I don't have a true cycle to break, but I want to avoid working so much that I miss my children's milestones. I say this after a grueling day of travel---but I'm back home after a day of flying---1,500 miles round trip. My dad impressed upon me the regret he feels for being gone so often during my childhood. He traveled so often. "Cats in the Cradle" is his story. He was a great provider for our family, but he traveled to the ends of the Earth to bring home the bacon. His efforts allowed me to live in a comfortable world with lots of opportunity, but Dad's travel left me vulnerable.
A twisted person sensed this and did what he could to take advantage of me. He complimented me. He made me feel more special than the others. Oh i was special...
I don't blame Dad because I became a CSA victim, but perhaps I would have responded differently if he didn't travel so much. Maybe. Maybe not.
I am breaking the chain by being more present in my childrens' lives. I turn down ephemeral opportunity for more lasting dividends. In the process, I want my kids to see me as a the dad who instills confidence. I want them to have the ability to withstand attempts to take advantage of them. I want them to trust their instincts and not walk, but run when their 6th sense tells them to. That gift is priceless---and one my dad taught me---even if it was after I had kids of my own. He still taught me the lesson. Go dad. It's ok. You did a great job raising your son.
Same here, my father was great and supportive but not enough present (if present at all sometimes) in my life.
I was shocked when I visited my home from college and when I've seen my dad playing with small nephew wrestling on the floor.

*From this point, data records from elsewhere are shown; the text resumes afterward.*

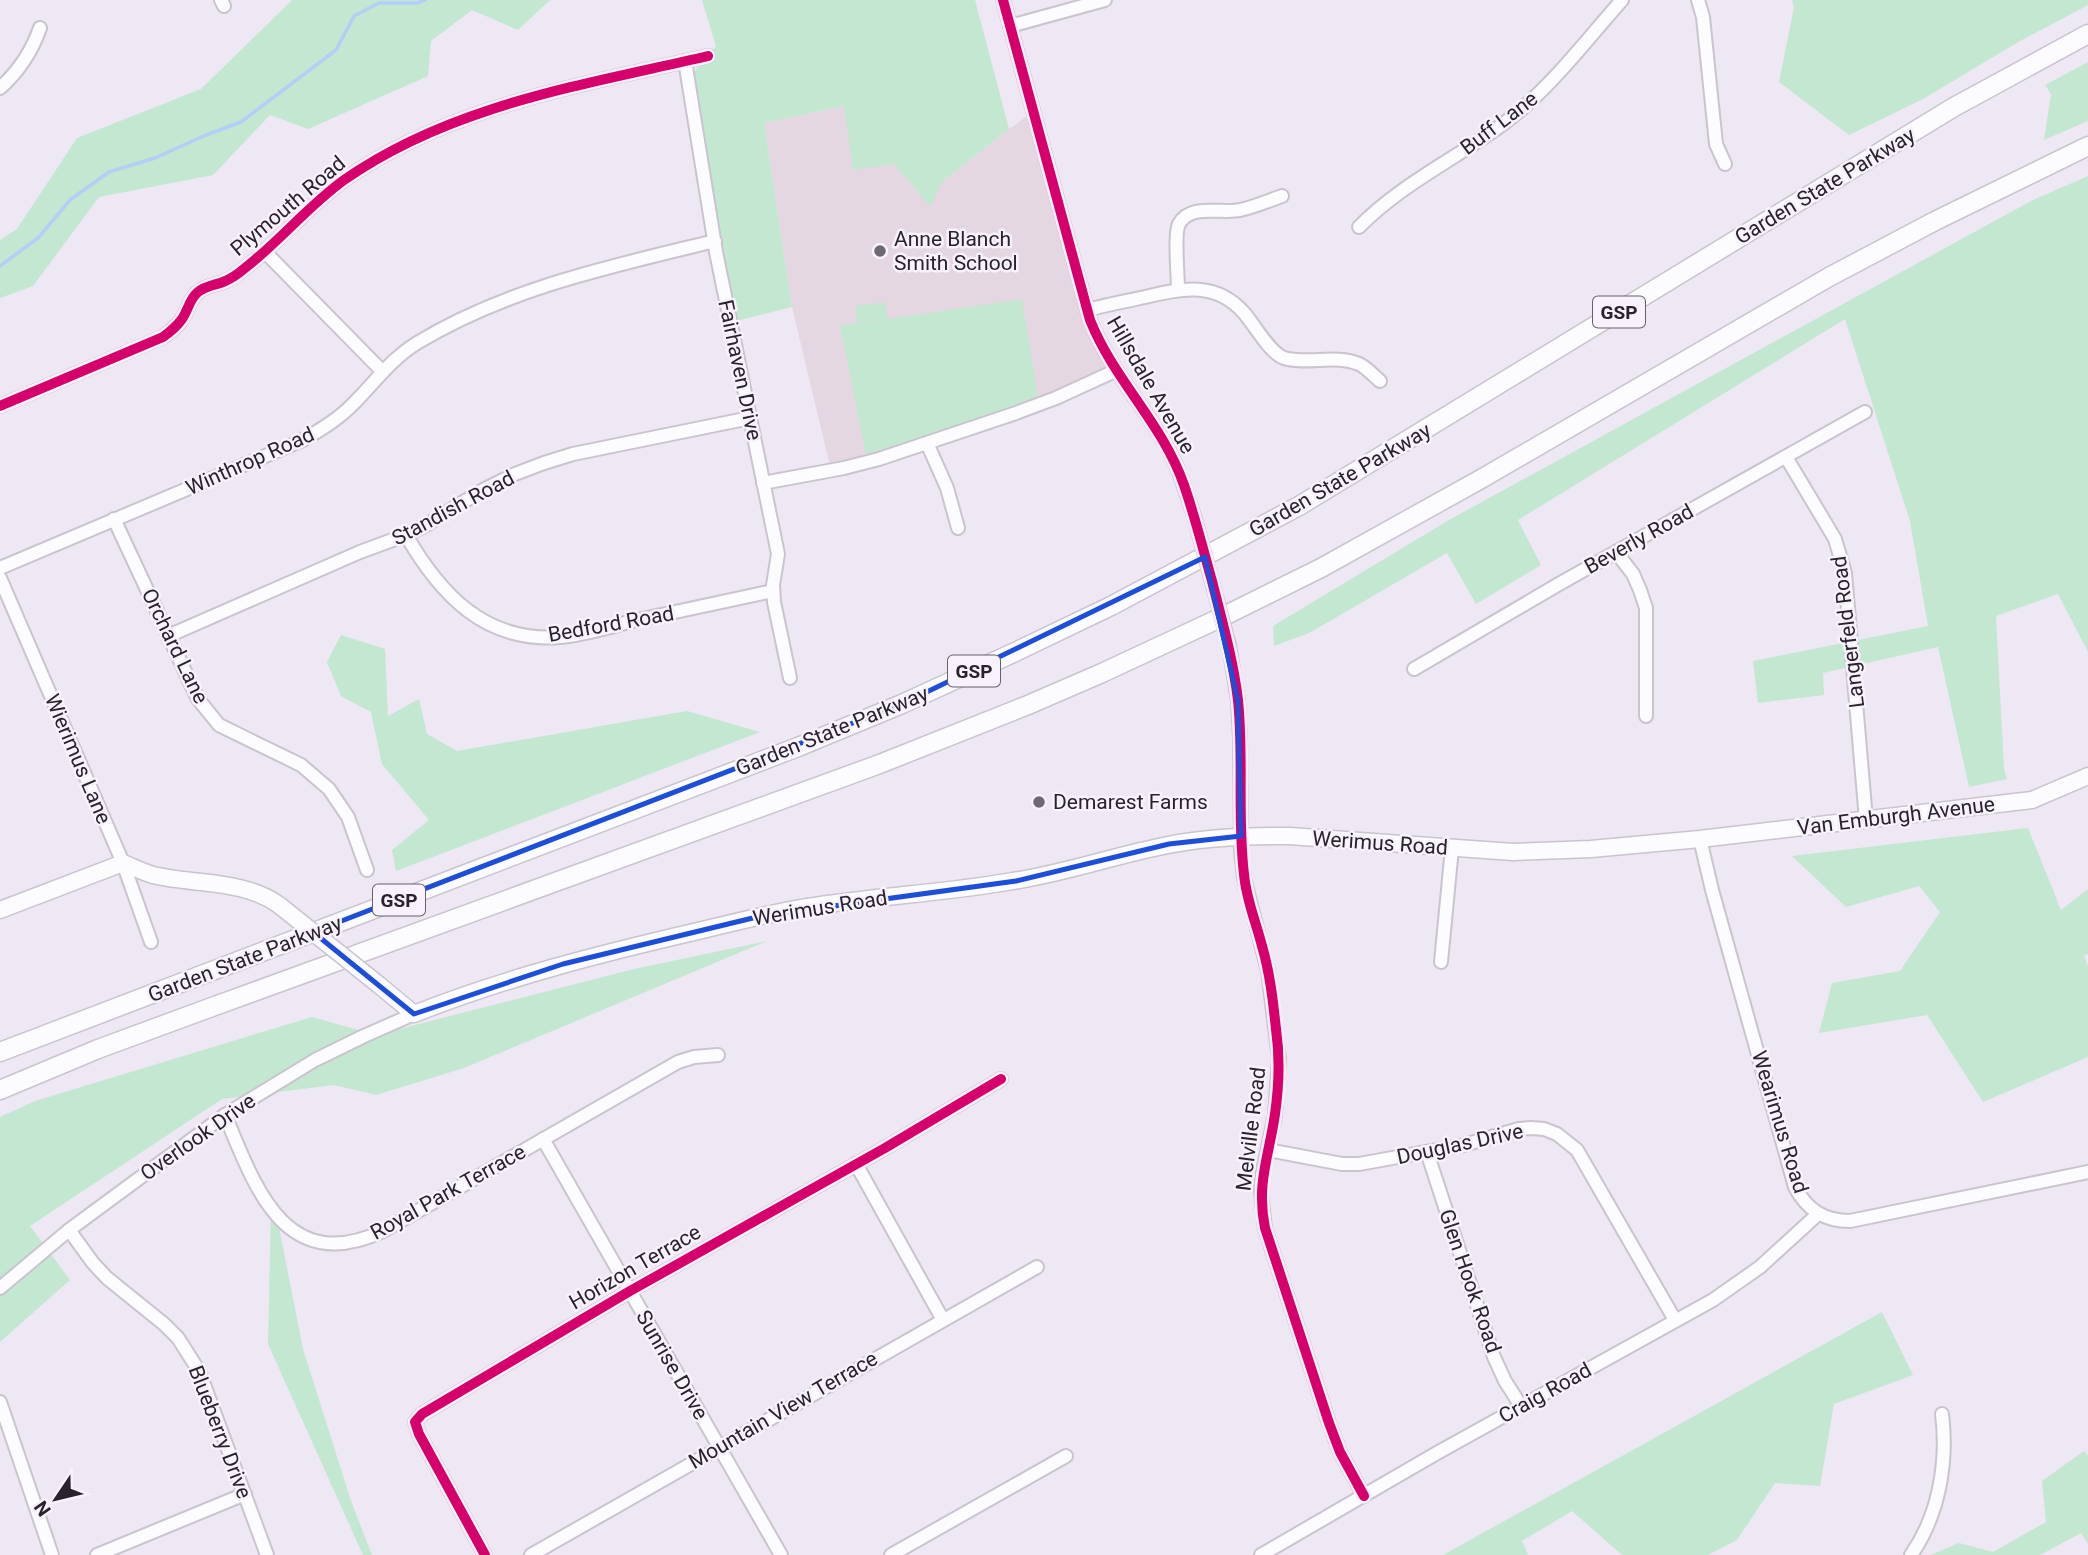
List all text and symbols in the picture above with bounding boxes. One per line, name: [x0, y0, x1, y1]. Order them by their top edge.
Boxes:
street label: Buff Lane: [1456, 86, 1542, 160]
street label: Garden State Parkway: [1731, 123, 1919, 249]
street label: Plymouth Road: [226, 151, 350, 261]
place label: Anne Blanch Smith School: [894, 227, 1018, 275]
marker: Anne Blanch Smith School: [872, 243, 888, 259]
road number: GSP: [1593, 296, 1645, 328]
street label: Fairhaven Drive: [713, 298, 767, 442]
street label: Hillsdale Avenue: [1102, 312, 1200, 458]
street label: Garden State Parkway: [1245, 418, 1435, 542]
street label: Winthrop Road: [182, 422, 318, 500]
street label: Standish Road: [388, 466, 518, 550]
street label: Beverly Road: [1580, 499, 1698, 579]
street label: Langerfeld Road: [1827, 555, 1869, 709]
street label: Orchard Lane: [137, 585, 213, 707]
street label: Bedford Road: [546, 601, 676, 647]
road number: GSP: [948, 656, 1000, 686]
street label: Garden State Parkway: [732, 681, 932, 781]
street label: Wierimus Lane: [40, 691, 116, 827]
place label: Demarest Farms: [1053, 790, 1208, 814]
street label: Van Emburgh Avenue: [1796, 792, 1996, 840]
marker: Demarest Farms: [1031, 794, 1047, 810]
street label: Werimus Road: [1311, 826, 1449, 860]
road number: GSP: [373, 885, 425, 916]
street label: Werimus Road: [751, 886, 889, 930]
street label: Garden State Parkway: [145, 911, 345, 1007]
street label: Wearimus Road: [1747, 1048, 1813, 1196]
street label: Melville Road: [1231, 1066, 1271, 1192]
street label: Overlook Drive: [136, 1088, 260, 1186]
street label: Douglas Drive: [1394, 1119, 1526, 1169]
street label: Royal Park Terrace: [366, 1139, 530, 1245]
street label: Glen Hook Road: [1434, 1206, 1506, 1356]
street label: Horizon Terrace: [565, 1220, 705, 1314]
street label: Sunrise Drive: [631, 1306, 713, 1424]
street label: Mountain View Terrace: [684, 1346, 882, 1474]
street label: Craig Road: [1495, 1358, 1595, 1428]
street label: Blueberry Drive: [184, 1362, 256, 1502]
north arrow: [21, 1464, 91, 1534]
text: N: [29, 1496, 56, 1521]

In some way I was in shock as I never seen him playing with me and my brother like that. He remarried after my mother died and I guess started some sort of "new life" which included playing with this cute nephew from my step mother's side.
The biggest shock that I felt was when we were discussing my and my bro's further education after we were finishing primary school. My father said that would be better for us to finish some apprenticeship, which means shorter high school and no college. I understood his position as he didn't like to work for others and in some administration where he was but at other hand I loved education so much. My parents never have had to do anything related to my school and me and my brother were always among top students. It has been implied that we will at least try to finish some college. I felt like
he never seen me in real light and like I grown in some shadow world unseen.
Those are some of things that I'm dealing in my therapy lately and that bothered me for long...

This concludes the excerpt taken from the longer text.